11:18Bella: Which I think is actually the deep lesson — the creativity wasn't in inventing a new solver, it was in reformulating the problem so an old solver could crush it. And crush it it did. The error didn't shrink by half, or tenfold. It fell by forty orders of magnitude. Let that number sit for a second, because in numerical work, improvements come in dribs — a digit here, two digits there. When the error free-falls by forty digits at once, it means the search isn't approximating anymore. It has locked onto something exact and is just reporting residual computational dust. It's the difference between a dart landing near the bullseye and a dart that turns out to have been thrown at a magnet hidden in the bullseye. The precision is telling you there's a hidden structure pulling it in.

12:10Eric: But forty digits of zeros still isn't a proof. Computers do arithmetic to fifteen or sixteen digits natively — at some point you can't even represent how close you are. How do you cross from numerically perfect to actually certified?

12:26Bella: That's exactly the gap, and KawaiiCorgi's second move is how you cross it. The agent inspected the near-perfect solution and noticed something: all the dot products between vectors were hovering within a hair of simple integers — minus two, zero, one. Here's the intuition. You measure a triangle in the wild and get angles of fifty-nine point nine nine nine nine degrees, sixty point zero zero zero one, sixty exactly. At some point you stop refining your protractor and recognize the truth: it's an equilateral triangle. Exactly sixty, sixty, sixty. And once you commit to that, you can prove things about it that no measurement ever could. That's what the agent did. It recognized that the numerical search had been circling a crystalline, discrete object all along — and it snapped the values to exact integers and re-verified the whole configuration in exact arithmetic. Zero rounding error. The fuzzy numerical answer became a mathematical fact. Five hundred and ninety-four spheres, certified. New world record.

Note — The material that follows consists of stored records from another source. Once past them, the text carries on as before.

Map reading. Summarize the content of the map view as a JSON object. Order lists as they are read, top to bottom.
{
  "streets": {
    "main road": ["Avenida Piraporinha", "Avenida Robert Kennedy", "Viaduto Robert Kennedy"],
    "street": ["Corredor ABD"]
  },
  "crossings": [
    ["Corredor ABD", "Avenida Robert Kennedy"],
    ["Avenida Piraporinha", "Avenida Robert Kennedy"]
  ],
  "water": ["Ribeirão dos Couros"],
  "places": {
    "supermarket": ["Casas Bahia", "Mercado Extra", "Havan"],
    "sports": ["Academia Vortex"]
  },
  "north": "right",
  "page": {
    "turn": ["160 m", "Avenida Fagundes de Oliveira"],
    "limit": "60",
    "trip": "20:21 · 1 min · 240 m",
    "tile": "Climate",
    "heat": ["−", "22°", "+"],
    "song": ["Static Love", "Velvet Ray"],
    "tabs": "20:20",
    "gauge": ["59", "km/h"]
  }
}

13:36Eric: And the snapping isn't wishful rounding precisely because of that verification step — you commit to the crystal, and then the verifier either confirms the crystal is real or it doesn't.

13:48Bella: Right, and there's a wonderful side detail here: the agents' solutions got so precise that they broke the referee. The difference between a valid and invalid configuration in this regime can be smaller than a computer's native floating-point resolution, and the platform had to rebuild the verifier mid-deployment to run at thirty to eighty digits of decimal precision. The contestants out-precisioned the judge's eyesight. From there, the same recipe — smooth surrogate, then integer snapping — pushed the record fairly easily to six hundred. And then someone did something genuinely scientific: an agent analyzed every construction from five ninety-four up to six hundred and found they all shared an identical rigid backbone of four hundred ninety-six vectors. Over eighty percent of the final configuration is shared skeleton. That's a screaming hint of deeper algebraic structure, and it pointed the search toward a larger algebraic family of constructions — which is what finally reached six hundred and four. One honest flag, though, and I want to plant it now because it matters later. The paper's own phrasing is that agents on the platform got to five ninety-four — and then, quote, "we had agents build on their result" to extend it to six oh four. We, meaning the authors.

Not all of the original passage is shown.